Eu adorava sair para curtir as noites de Tambaú, ela também. Menos que eu. Ela é minha amiga até hoje e nunca mais nos vimos. Mas o fato dela ser minha amiga, já me alegra muito. Amizade é assim, não precisa estar colado, nem falando todos os dias. Ela tinha telefone fixo, eu fui ter anos depois. Ela tem um Instagram, mas usa pouco. Ela é mãe de família, eu sou pai.

Eu tinha pressa e ela também. Não sei pra que tanta pressa. Ela fumava, eu também. Eu tinha o fogo e ela, uma fogueira. Uma morena de endoidecer. Era a líder, se não me engano, do grupo das 12 meninas da praia de Manaira, que na verdade eram seis. Saudade de Gerlena Palmeira.

Eu nunca me apaixonei por Alessandra, nem por nenhuma amiga. A gente pode até desejar, mas com amiga não rola. Ela tinha seu amor e eu procurava o meu. O mundo é uma máquina de moer gente. O mundo nos condena. Eu tinha cabelos preto e ela também. Eu nunca pintei meu cabelo.

Na verdade eu me apaixonei por mulheres sertanejas: uma loira linda, que não me quis e as outras, foi de lascar o cano. Aqui na capital eu queria viver uma temporada livre, sozinho, demarcando o território feito gato. Eu era bem magro.

Me lembro de ligar muito do orelhão pra pedir socorro aos amigos, por uma necessidade bem maior que um amor: para almoçar na casa deles e até pedir um cadeado, porque haviam arrombado minha casa e levado a bicicleta. Tá vendo, amigo é amigo. Sempre ali.

O tempo levou muitas histórias. Cada um foi para o seu lado. Muitos casaram, outros não, uns continuam bebendo todas e outros se foram de vez.

Quando morei em Tambaú, no Edifício Santo Antônio (foto), foi o período mais feliz nos trópicos. Morava num cubículo, salinha, janela, quarto e banheiro. Na salinha ficava a cozinha, o fogão era uma miniatura de duas novas. Uma funcionava, a outra não.

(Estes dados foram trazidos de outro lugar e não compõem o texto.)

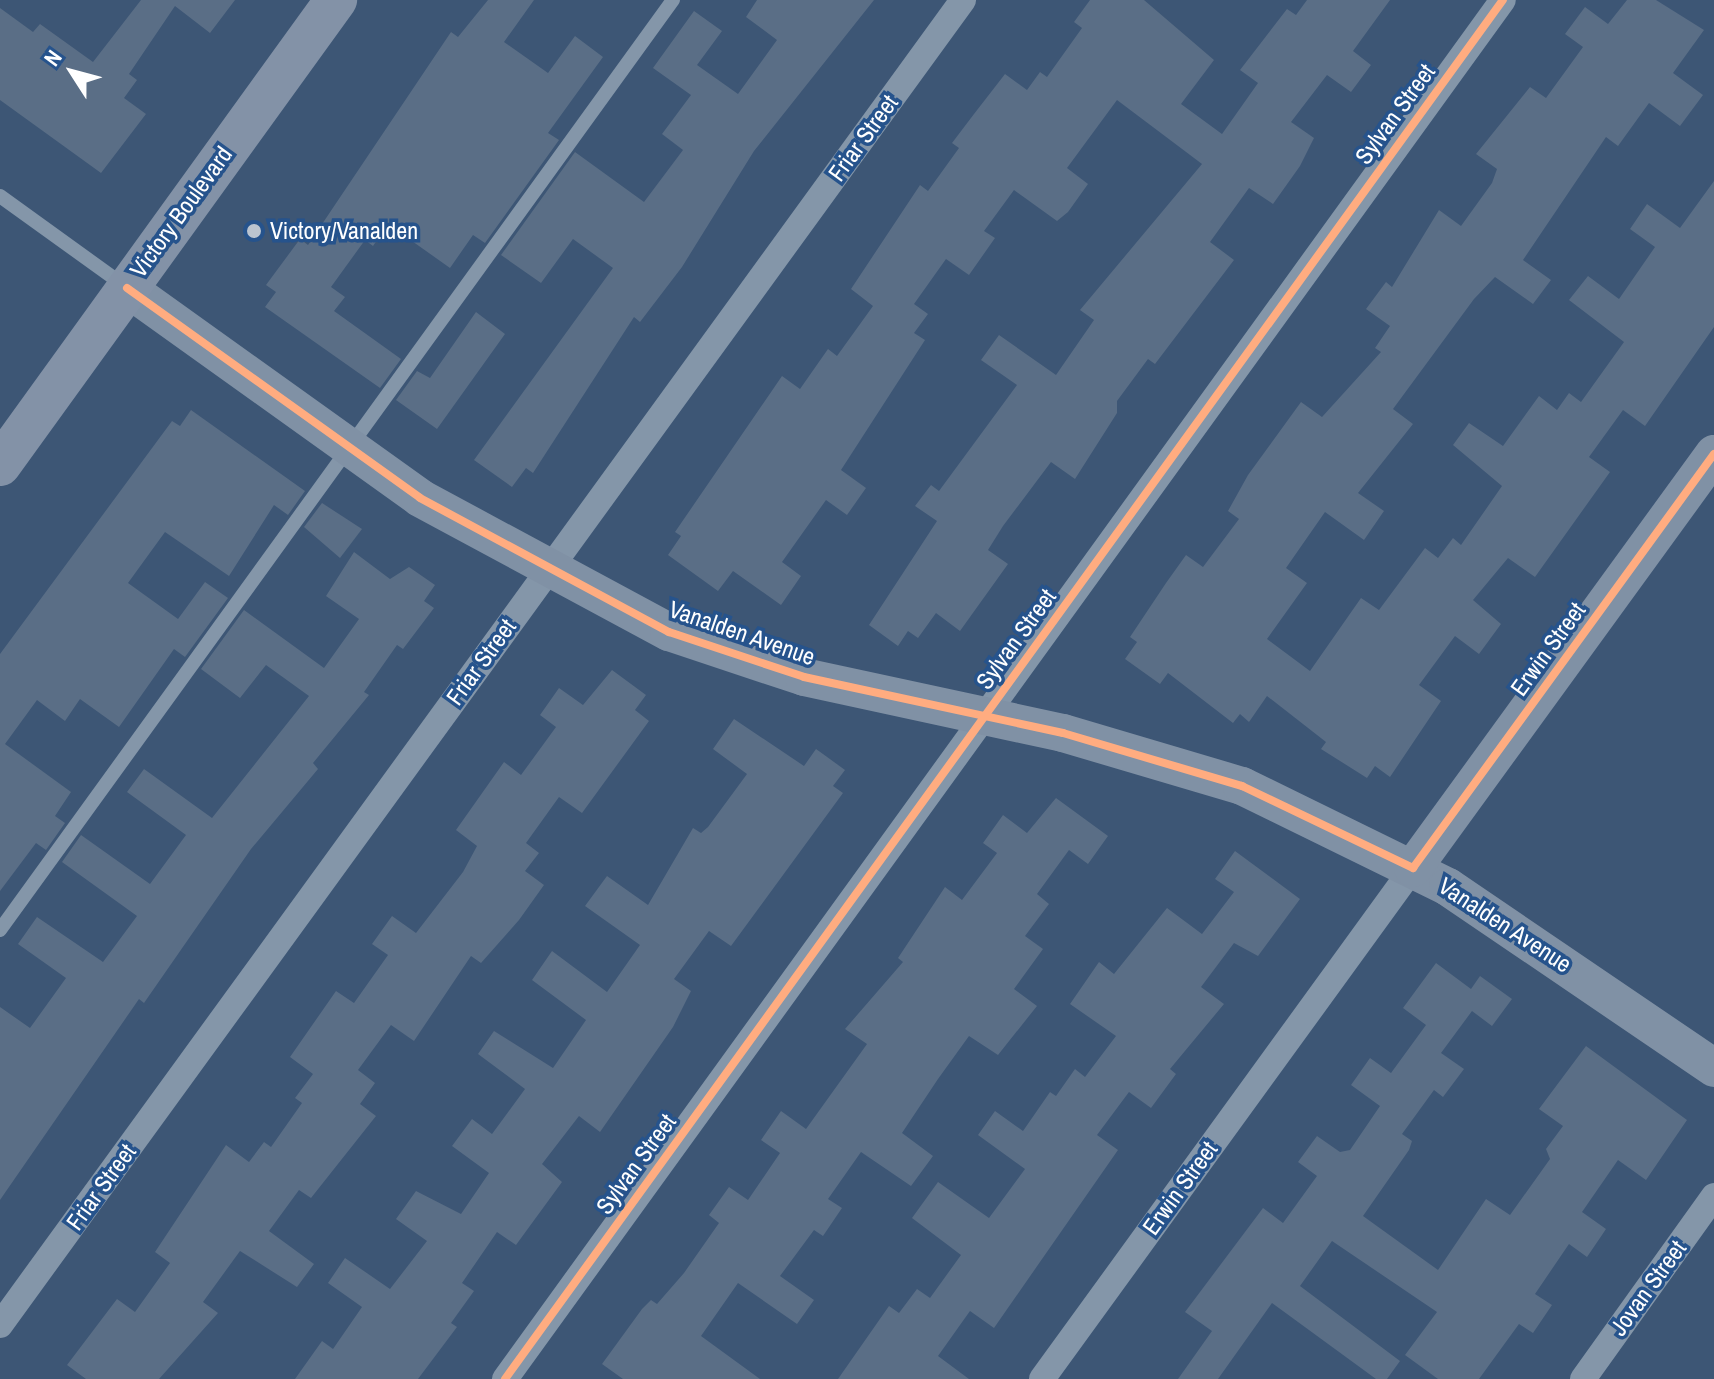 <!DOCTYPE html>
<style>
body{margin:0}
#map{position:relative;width:1714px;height:1379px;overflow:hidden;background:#3d5675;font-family:"Archivo Narrow",sans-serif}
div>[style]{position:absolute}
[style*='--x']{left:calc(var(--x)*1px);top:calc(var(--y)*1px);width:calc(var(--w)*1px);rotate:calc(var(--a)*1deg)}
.building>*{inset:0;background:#5a6e86}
.lane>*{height:14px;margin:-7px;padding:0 7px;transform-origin:7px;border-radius:7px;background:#8496a9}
.street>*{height:26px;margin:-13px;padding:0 13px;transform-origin:13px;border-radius:13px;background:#8496a9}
.secondary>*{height:38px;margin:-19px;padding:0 19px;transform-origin:19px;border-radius:19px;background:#8091a5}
.primary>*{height:42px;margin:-21px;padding:0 21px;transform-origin:21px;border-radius:21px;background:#8392a7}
.cycleway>*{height:8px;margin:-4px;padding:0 4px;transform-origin:4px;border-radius:4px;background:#ffac80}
.dots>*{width:22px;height:22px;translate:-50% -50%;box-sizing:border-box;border:4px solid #26538c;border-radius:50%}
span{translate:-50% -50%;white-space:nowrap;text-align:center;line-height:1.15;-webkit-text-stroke:7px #26538c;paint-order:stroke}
.street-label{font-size:24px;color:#fff}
.poi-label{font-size:24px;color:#fff}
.left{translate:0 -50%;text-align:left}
.north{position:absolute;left:32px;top:32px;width:80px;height:80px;-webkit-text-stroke:6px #26538c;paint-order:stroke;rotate:306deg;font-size:22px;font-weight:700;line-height:32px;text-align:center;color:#fff}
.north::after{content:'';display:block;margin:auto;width:28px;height:36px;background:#fff;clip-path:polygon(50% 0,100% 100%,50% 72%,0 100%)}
</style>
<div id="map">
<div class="building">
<div style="clip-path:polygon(141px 0,235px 0,210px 33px,175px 6px,129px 74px,137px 80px,124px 98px,146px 114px,101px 173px,0 100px,0 8px,33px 32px,40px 24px,93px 62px)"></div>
<div style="clip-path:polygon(488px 0,534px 0,504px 42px,548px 73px,575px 36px,603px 57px,548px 133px,559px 140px,485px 243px,473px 235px,450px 268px,388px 224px,373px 246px,365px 240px,331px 287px,345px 297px,334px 311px,401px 359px,380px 388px,265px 307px,276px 292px,266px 285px,300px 239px,308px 245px,451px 32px,458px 37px)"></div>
<div style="clip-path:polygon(757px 0,874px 0,754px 151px,682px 267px,640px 322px,634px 317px,533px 473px,526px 468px,512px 487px,474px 460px,613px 268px,573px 239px,541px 283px,501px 255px,575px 152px,644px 202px,683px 150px,662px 134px,691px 95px,653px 68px,694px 11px,722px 31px,697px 65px,738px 94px,777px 40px,746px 17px)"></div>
<div style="clip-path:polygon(1090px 0,1144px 0,1214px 60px,1181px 104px,1222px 134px,1258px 83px,1240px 70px,1287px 9px,1296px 15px,1307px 0,1390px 0,1353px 51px,1371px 65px,1351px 92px,1327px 75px,1291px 122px,1314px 138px,1300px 166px,1273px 204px,1249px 188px,1210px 242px,1234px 260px,1155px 364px,1148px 359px,1117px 401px,1117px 413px,1075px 479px,1051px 462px,1003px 526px,988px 550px,1008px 564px,960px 631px,936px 613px,918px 638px,908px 631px,898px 646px,869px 625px,937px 521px,915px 506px,931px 485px,939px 491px,1017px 385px,981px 360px,999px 335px,1056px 375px,1094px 320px,1080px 310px,1202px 164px,1117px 100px,1067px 168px,1088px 184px,1068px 212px,1057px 221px,1014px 190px,984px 231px,995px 238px,969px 275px,946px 259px,914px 304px,928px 314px,914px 333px,925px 340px,841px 470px,866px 488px,847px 515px,826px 500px,782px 562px,801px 576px,781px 605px,733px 571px,718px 591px,668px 555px,681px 536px,675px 532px,782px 376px,800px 389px,828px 349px,837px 356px,873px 306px,851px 289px,920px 185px,928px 191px,959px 148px,952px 143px,974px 114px,1005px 74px,1027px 90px,1040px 72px,1047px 77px,1082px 28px,1074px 22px)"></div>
<div style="clip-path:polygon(1627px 0,1656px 0,1704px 30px,1673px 73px,1703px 95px,1680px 126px,1649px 103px,1618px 146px,1606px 137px,1523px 260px,1551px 280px,1533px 304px,1495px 277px,1474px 299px,1393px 409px,1413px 424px,1358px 493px,1384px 511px,1364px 540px,1325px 512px,1286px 568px,1307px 583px,1267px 639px,1310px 671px,1361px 598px,1379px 610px,1425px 548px,1438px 558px,1453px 538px,1461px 545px,1502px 486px,1453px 445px,1469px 423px,1503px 446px,1539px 396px,1557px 410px,1569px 393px,1581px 402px,1624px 342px,1569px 300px,1588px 276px,1619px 299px,1655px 247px,1630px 229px,1647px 204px,1680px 228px,1714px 181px,1714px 327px,1645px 426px,1623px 410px,1589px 457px,1610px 472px,1535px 577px,1508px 558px,1473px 600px,1501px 624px,1479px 654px,1455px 636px,1419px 685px,1441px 701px,1390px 777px,1375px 766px,1367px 778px,1321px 749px,1326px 742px,1267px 696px,1249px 722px,1240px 714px,1233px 723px,1168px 673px,1160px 684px,1125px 659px,1137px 642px,1130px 637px,1166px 583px,1186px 555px,1203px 567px,1239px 519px,1228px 511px,1248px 475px,1301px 402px,1322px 417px,1381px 352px,1375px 348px,1390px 326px,1366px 309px,1386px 282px,1392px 287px,1439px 210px,1461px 226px,1492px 183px,1497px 169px,1476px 154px,1530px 87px,1546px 98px,1583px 47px,1565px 34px,1585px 7px,1608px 24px)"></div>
<div style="clip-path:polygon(476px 312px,505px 334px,437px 429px,396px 400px,417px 371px,430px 378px)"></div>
<div style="clip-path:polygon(191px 410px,305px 491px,288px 515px,274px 505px,229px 576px,165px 532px,128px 583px,178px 619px,205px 582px,228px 598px,185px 657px,174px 649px,119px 727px,80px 699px,65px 721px,37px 700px,5px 744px,71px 792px,55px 816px,65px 823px,46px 850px,36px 843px,0 891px,0 654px,172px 421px,180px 426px)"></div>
<div style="clip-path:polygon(322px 503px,362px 529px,340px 558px,304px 527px)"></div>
<div style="clip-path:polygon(354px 552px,390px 579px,409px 567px,435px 585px,424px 601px,434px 608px,403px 649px,397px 645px,364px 692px,369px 695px,313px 763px,318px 769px,251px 849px,144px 1003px,139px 999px,0 1200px,0 1007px,30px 1028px,66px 978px,18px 944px,37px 917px,103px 962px,137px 916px,62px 862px,81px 835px,150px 884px,186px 835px,127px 792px,144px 769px,212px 818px,309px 696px,266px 665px,240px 698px,201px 669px,244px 610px,324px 668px,359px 619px,326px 596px)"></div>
<div style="clip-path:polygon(612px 670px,646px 695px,635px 710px,649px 721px,582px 813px,559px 797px,526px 843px,539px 853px,525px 871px,544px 885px,519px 920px,481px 963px,471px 956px,414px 1041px,391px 1025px,358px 1070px,375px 1083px,360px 1104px,376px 1116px,311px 1198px,299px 1190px,269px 1231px,314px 1264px,297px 1287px,240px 1251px,203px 1302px,218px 1313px,159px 1379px,86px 1379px,67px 1365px,117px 1299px,135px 1312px,170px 1263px,155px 1252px,226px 1145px,249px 1162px,264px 1142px,271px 1147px,302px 1103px,295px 1098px,313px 1074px,290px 1057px,336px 991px,354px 1003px,388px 955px,372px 944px,392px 916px,416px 933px,463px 872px,477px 846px,456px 830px,504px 762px,521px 775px,556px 727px,540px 715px,559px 688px,583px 705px)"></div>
<div style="clip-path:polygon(734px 719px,804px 766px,816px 749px,823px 754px,845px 770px,833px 786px,843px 793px,731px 946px,709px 931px,674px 979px,691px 991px,673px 1027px,600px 1132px,579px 1116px,542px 1164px,562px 1182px,516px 1245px,497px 1232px,462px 1283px,474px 1291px,451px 1323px,457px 1327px,418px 1379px,295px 1379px,322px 1341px,333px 1349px,362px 1307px,328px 1283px,345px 1258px,390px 1289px,427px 1241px,396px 1219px,416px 1191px,461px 1214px,489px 1173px,452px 1146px,472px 1119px,492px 1134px,525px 1089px,478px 1054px,494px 1031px,553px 1068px,586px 1020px,532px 980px,552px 951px,607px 992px,640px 945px,585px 906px,607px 876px,648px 905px,693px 828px,701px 833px,708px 827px,747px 774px,713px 749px)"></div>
<div style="clip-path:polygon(1056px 798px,1108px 836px,1088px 864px,1069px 850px,1037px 894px,1049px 904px,1025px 936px,1043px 949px,1014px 989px,1037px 1006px,998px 1055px,969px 1036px,938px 1079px,902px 1133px,933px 1156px,911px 1186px,861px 1152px,828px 1199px,842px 1208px,823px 1236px,814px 1230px,780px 1276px,814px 1300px,797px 1324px,738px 1283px,701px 1336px,760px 1379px,623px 1379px,602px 1364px,642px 1309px,651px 1300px,657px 1304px,684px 1273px,719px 1223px,709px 1215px,729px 1187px,748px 1200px,780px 1153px,761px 1140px,781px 1111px,806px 1129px,867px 1044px,845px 1029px,903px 962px,898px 958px,945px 887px,962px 900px,997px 853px,983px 843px,1003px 815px,1027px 833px)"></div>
<div style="clip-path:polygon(1235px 851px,1300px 899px,1258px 956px,1234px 943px,1201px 987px,1224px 1004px,1170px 1069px,1176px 1074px,1151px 1108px,1129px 1092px,1097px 1135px,1118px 1150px,994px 1328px,970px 1311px,938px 1356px,969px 1379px,838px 1379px,889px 1306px,899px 1313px,917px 1289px,930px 1298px,961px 1255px,912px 1218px,938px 1182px,989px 1218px,1025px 1169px,978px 1135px,995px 1111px,1023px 1131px,1050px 1092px,1056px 1096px,1075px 1069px,1085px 1077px,1116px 1036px,1070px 1004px,1099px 962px,1114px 974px,1167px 908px,1202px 934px,1234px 892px,1215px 879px)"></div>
<div style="clip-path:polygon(1436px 963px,1471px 989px,1480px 976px,1512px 999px,1492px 1026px,1472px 1011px,1441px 1053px,1464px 1069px,1443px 1097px,1434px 1090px,1402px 1134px,1412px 1141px,1409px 1150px,1363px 1216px,1438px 1270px,1486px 1199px,1510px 1215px,1550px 1159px,1546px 1149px,1563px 1126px,1539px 1109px,1586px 1046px,1687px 1120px,1646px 1180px,1618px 1160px,1582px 1212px,1606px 1229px,1602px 1235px,1587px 1257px,1569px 1244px,1535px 1294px,1552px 1305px,1533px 1333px,1519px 1324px,1479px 1379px,1438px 1379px,1405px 1355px,1437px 1312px,1332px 1241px,1300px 1286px,1400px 1361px,1387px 1379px,1376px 1379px,1272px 1303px,1218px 1379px,1178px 1379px,1212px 1331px,1185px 1312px,1263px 1208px,1283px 1223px,1317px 1176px,1298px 1162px,1317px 1136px,1340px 1152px,1350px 1150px,1380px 1106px,1351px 1085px,1370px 1058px,1391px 1073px,1426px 1025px,1403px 1008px)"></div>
</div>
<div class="lane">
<div style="--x:0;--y:196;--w:155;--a:35.8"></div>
<div style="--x:0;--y:930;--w:1148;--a:-54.11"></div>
</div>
<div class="street">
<div style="--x:0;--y:1325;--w:1638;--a:-53.99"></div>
<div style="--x:505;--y:1379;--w:1702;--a:-54.11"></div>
<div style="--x:1042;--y:1379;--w:631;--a:-54.02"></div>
<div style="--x:1583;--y:1379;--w:225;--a:-54.4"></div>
</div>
<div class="secondary">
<div style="--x:127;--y:288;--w:360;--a:35.6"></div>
<div style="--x:420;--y:498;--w:283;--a:28.3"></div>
<div style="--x:669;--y:632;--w:142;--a:18.4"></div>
<div style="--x:804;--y:677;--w:265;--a:12.2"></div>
<div style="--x:1063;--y:733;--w:187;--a:16.5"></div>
<div style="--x:1242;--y:786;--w:229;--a:26.1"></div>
<div style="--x:1448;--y:887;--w:322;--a:34.2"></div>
<div style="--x:1413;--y:868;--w:512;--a:-53.98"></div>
</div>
<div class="primary">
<div style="--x:0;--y:465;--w:574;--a:-54.15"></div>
</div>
<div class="cycleway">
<div style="--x:127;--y:288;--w:360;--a:35.6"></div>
<div style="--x:420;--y:498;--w:283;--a:28.3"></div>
<div style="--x:669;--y:632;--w:142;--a:18.4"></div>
<div style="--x:804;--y:677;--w:265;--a:12.2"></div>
<div style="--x:1063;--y:733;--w:187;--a:16.5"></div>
<div style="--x:1242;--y:786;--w:190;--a:25.6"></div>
<div style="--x:1413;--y:868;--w:512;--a:-53.98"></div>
<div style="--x:505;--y:1379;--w:1702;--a:-54.11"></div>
</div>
<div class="dots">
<div style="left:254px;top:231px;background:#bbc4cf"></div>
</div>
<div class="street-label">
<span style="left:1395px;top:114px;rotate:-54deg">Sylvan Street</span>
<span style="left:863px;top:138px;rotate:-54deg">Friar Street</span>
<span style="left:181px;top:212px;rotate:-54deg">Victory Boulevard</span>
<span style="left:742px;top:633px;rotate:19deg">Vanalden Avenue</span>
<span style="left:1016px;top:639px;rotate:-54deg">Sylvan Street</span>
<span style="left:1548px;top:649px;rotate:-54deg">Erwin Street</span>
<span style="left:481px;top:662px;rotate:-54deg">Friar Street</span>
<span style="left:1505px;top:925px;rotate:33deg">Vanalden Avenue</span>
<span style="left:636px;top:1164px;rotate:-54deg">Sylvan Street</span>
<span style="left:101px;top:1187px;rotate:-54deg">Friar Street</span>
<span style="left:1180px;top:1188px;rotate:-54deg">Erwin Street</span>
<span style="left:1648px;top:1288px;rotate:-54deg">Jovan Street</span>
</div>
<div class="poi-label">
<span class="left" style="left:270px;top:231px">Victory/Vanalden</span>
</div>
<div class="north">N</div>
</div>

Em Tambaú as noites eram bem aproveitadas. Coisas da idade. Beijos na boca e sexo ao som de um radinho de pilha, que tocava as canções de Roberto, alguns boleros, o fundo musical repetido. Não exista essa coisa de laje, nem de live, mas a vida já prestava, vida sozinha e acompanhada. E não tinha essa violência de hoje.

Namorei com mulheres negras, brancas e ruivas e era muito pouco para quem tinha vinte e poucos anos. Queria ter namorado umas 50 mulheres.

Esse tempo em que vivíamos, era uma eternidade. Toda eternidade dentro de mim, no desejo que se materializava e o prazer que se permitia ir além daquela coisa de dançar colado.

Cada conquista é uma história, uma dedicatória, e eu nunca esqueço. Tudo parece adormecido, numa memória que não dorme.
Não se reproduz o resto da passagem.